=== Task directions ===
Where a line of the data holds the word "linejoin", copy that line.

=== Exercise data ===
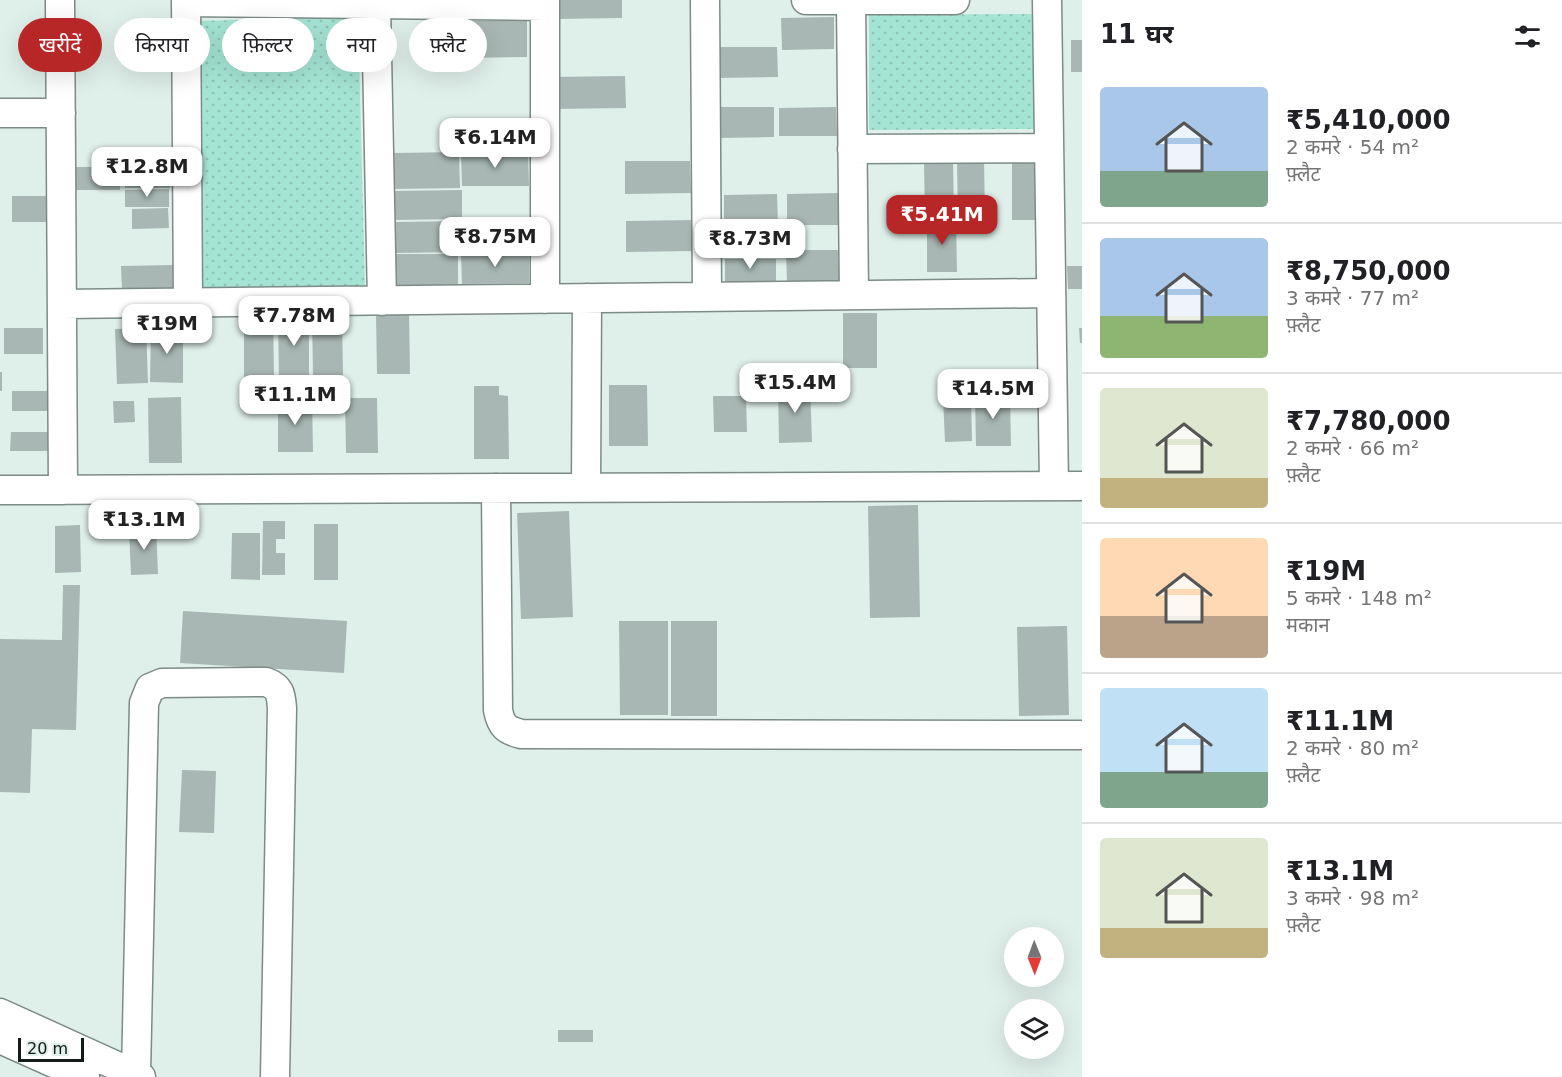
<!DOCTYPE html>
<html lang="hi">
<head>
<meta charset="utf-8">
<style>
  body { margin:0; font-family:"DejaVu Sans","Noto Sans Devanagari",sans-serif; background:#f2f2f2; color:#202124; height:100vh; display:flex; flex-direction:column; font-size:22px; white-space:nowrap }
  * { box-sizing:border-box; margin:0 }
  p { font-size:20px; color:#757577 }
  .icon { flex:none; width:33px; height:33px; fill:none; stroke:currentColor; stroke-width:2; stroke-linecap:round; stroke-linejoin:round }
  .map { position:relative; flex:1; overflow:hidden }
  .panel { display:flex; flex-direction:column; background:#fff; width:480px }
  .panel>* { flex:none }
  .guide { position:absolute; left:18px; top:18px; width:570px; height:54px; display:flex; gap:12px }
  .needle { width:39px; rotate:179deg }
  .buttons { position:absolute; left:1004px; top:927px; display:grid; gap:12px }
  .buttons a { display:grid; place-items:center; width:60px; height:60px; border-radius:50%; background:#fff; box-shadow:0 6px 24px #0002; font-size:30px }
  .scale { position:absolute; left:18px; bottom:15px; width:66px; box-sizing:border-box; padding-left:6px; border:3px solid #141a18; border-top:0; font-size:16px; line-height:21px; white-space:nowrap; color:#141a18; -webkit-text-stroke:4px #dfefea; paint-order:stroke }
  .price { position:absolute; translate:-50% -51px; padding:0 14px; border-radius:12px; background:#fff; color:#222; font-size:20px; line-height:39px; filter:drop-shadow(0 2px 3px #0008) }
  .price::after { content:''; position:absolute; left:50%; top:36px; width:18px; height:14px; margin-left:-9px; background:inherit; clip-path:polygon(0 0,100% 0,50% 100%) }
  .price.current { background:#b72728; color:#fff }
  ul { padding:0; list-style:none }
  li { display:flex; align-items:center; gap:18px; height:150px; padding:0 18px }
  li+li { border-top:2px solid #e0e0e0 }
  li span { display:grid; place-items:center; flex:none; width:168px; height:120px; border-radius:6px; color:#555 }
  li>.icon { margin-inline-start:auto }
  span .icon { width:72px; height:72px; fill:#fffc; stroke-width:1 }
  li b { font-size:26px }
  h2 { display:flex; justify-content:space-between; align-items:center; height:72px; padding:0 18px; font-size:26px }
  .tag { padding:0 21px; border-radius:27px; background:#fff; box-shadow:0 6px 24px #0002; font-size:21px; line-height:54px }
  .tag.current { background:#b72728; color:#fff }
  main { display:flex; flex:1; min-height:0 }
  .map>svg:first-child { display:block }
  .grass { fill:url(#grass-dots) }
  .building { fill:#a8b7b3 }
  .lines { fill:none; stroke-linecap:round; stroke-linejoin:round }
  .minor-casing { stroke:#7d8b87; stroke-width:31 }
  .minor { stroke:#fff; stroke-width:28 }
</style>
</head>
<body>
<main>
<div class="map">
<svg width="1082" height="1077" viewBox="0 0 1082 1077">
  <defs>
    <pattern id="grass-dots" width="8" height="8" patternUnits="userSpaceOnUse" patternTransform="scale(1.5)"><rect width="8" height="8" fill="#a4e4d3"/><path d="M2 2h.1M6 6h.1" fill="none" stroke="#8cc3b4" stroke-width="1.8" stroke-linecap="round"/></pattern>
  </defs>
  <rect width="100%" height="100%" fill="#dfefea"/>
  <!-- grass -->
  <path class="grass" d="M 1035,14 L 1035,129 L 869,130 L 869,15 Z
    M 358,17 L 365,289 L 201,293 L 195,21 Z"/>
  <!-- building -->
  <path class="building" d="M 555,0 L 622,0 L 622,18 L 556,19 Z
    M 834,17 L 834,49 L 782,50 L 781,18 Z
    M 527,20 L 527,57 L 462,58 L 462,21 Z
    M 1071,40 L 1082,40 L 1082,72 L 1071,72 Z
    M 716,47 L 777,47 L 778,77 L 717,78 Z
    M 625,76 L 626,108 L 551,109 L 550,77 Z
    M 716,107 L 774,107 L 774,137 L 716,138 Z
    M 836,107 L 837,136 L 779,136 L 779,108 Z
    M 463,119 L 529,119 L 529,151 L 463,152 Z
    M 459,152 L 460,188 L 393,189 L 393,153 Z
    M 528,152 L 529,186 L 462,186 L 461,153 Z
    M 984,160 L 985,218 L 958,218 L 957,161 Z
    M 625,161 L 690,161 L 691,193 L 625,194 Z
    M 924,161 L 953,161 L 954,217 L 925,218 Z
    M 1012,161 L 1042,161 L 1042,220 L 1012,220 Z
    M 125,164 L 169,164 L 170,188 L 125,188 Z
    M 74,167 L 120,167 L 120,190 L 75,190 Z
    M 169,189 L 169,207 L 125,207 L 125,190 Z
    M 462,190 L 462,219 L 392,220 L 392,191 Z
    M 840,193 L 841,225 L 787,225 L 787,194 Z
    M 777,194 L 778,226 L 741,227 L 776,228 L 777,257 L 724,258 L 724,195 Z
    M 12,196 L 50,196 L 50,222 L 12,222 Z
    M 168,208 L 169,228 L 132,229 L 132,209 Z
    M 693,220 L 694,251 L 626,252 L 626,221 Z
    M 927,220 L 956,220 L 957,272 L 927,272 Z
    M 461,221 L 462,252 L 396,253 L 395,222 Z
    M 786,250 L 840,250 L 841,282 L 787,282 Z
    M 529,253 L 529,283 L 462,284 L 461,254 Z
    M 393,254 L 458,254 L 458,286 L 394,287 Z
    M 725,259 L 776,259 L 776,282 L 725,282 Z
    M 173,265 L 174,289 L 122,290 L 121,266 Z
    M 1067,266 L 1082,266 L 1082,289 L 1068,289 Z
    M 376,313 L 409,313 L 410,374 L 377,374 Z
    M 843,313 L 877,313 L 877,368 L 843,368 Z
    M 312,315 L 342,315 L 343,375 L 313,376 Z
    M 273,316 L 274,378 L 244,378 L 244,317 Z
    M 278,316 L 309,316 L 309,378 L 279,379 Z
    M 151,327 L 183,327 L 183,383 L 150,382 Z
    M 4,328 L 43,328 L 43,354 L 4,354 Z
    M 146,328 L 148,383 L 117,384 L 115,329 Z
    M 1079,328 L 1082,328 L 1082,343 L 1080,343 Z
    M 0,372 L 2,372 L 2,391 L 0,391 Z
    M 609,385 L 647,385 L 648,446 L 609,446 Z
    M 810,385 L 812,442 L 779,443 L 778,386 Z
    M 474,386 L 499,386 L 499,395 L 508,396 L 509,459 L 474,459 Z
    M 12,391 L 49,391 L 49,411 L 12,411 Z
    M 975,395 L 1010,395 L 1011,446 L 976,446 Z
    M 713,396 L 746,396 L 747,432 L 714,432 Z
    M 971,396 L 972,441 L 945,442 L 943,397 Z
    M 181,397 L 182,463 L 149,463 L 148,398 Z
    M 345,398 L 377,398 L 378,453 L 346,453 Z
    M 312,399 L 313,452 L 278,452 L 278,400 Z
    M 113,401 L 134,401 L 135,422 L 114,423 Z
    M 11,432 L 50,432 L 49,451 L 10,451 Z
    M 918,505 L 920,617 L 870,618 L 868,506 Z
    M 569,511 L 573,617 L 521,619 L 517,513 Z
    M 263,521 L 285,521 L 285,539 L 276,539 L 276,553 L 285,553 L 285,575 L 262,575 Z
    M 314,524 L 338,524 L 338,580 L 314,580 Z
    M 80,525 L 81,572 L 55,573 L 55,526 Z
    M 156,526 L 158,574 L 131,575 L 129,528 Z
    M 232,533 L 260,533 L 260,580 L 231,579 Z
    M 63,585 L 80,585 L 76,730 L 32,729 L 30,793 L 0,792 L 0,639 L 62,640 Z
    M 183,611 L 347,621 L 344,673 L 180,663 Z
    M 619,621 L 668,621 L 668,715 L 620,715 Z
    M 671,621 L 717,621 L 717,716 L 671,716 Z
    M 1067,626 L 1069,715 L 1019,716 L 1017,627 Z
    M 182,770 L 216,771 L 214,833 L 179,832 Z
    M 558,1030 L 593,1030 L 593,1042 L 558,1042 Z"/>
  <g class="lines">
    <defs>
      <path id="minor" d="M 60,0 L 63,490
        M 186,0 L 188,302
        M 545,0 L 545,299
        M 705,0 L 707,297
        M 806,0 L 955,0
        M 1047,0 L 1054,486
        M 851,1 L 854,295
        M 186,2 L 545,6
        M 376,5 L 382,301
        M 0,113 L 61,113
        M 852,149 L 1049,148
        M 62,304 L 1051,293
        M 496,488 L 498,710 C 501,726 506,730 521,734 L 1082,735
        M 586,488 L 587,298
        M 0,490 L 1082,486
        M 0,1013 L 141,1077
        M 0,1039 L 85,1077
        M 136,1075 L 144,703 L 150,688 L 162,683 L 266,682 C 280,687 281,694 282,708 L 275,1077"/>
    </defs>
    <!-- minor casing -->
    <use href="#minor" class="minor-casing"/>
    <!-- minor -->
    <use href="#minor" class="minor"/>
  </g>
</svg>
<div class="buttons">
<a><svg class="needle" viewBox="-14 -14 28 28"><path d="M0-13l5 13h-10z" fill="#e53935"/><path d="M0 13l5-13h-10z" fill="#757577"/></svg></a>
<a><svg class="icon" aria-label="layers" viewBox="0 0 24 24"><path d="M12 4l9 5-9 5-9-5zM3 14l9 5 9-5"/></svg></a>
</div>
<div class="scale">20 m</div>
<b class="price" style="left:495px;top:169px">₹6.14M</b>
<b class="price" style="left:147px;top:198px">₹12.8M</b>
<b class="price current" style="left:942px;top:246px">₹5.41M</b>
<b class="price" style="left:495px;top:268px">₹8.75M</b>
<b class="price" style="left:750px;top:270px">₹8.73M</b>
<b class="price" style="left:294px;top:347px">₹7.78M</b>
<b class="price" style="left:167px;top:355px">₹19M</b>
<b class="price" style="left:795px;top:414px">₹15.4M</b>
<b class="price" style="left:993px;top:420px">₹14.5M</b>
<b class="price" style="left:295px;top:426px">₹11.1M</b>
<b class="price" style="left:144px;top:551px">₹13.1M</b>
<div class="guide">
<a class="tag current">खरीदें</a>
<a class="tag">किराया</a>
<a class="tag">फ़िल्टर</a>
<a class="tag">नया</a>
<a class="tag">फ़्लैट</a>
</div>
</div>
<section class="panel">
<h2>11 घर<svg class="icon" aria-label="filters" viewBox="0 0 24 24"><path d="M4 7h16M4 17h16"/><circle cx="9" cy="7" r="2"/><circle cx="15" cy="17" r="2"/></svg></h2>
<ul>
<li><span style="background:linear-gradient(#a9c7e8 70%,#7fa58c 0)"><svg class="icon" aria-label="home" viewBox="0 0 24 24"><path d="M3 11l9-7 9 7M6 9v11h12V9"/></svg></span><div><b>₹5,410,000</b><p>2 कमरे · 54 m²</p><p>फ़्लैट</p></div></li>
<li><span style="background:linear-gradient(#a9c7e8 65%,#8fb573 0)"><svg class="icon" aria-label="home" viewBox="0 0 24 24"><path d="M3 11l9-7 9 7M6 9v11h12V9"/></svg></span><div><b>₹8,750,000</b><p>3 कमरे · 77 m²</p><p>फ़्लैट</p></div></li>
<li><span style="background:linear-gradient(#dfe7d0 75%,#c2b280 0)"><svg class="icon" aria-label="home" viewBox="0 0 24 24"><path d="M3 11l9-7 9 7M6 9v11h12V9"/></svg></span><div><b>₹7,780,000</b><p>2 कमरे · 66 m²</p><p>फ़्लैट</p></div></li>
<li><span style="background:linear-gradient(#ffd9b3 65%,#b9a48a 0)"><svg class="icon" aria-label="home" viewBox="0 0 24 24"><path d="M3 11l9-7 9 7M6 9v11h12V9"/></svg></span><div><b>₹19M</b><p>5 कमरे · 148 m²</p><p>मकान</p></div></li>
<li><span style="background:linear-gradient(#bfe0f5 70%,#7fa58c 0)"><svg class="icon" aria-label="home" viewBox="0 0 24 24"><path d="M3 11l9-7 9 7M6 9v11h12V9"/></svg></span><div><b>₹11.1M</b><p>2 कमरे · 80 m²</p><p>फ़्लैट</p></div></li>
<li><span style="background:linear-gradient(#dfe7d0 75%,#c2b280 0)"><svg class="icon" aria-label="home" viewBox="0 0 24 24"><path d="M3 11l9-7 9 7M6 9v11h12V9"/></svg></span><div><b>₹13.1M</b><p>3 कमरे · 98 m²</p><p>फ़्लैट</p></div></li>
</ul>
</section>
</main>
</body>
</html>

=== Answer area ===
  .icon { flex:none; width:33px; height:33px; fill:none; stroke:currentColor; stroke-width:2; stroke-linecap:round; stroke-linejoin:round }
  .lines { fill:none; stroke-linecap:round; stroke-linejoin:round }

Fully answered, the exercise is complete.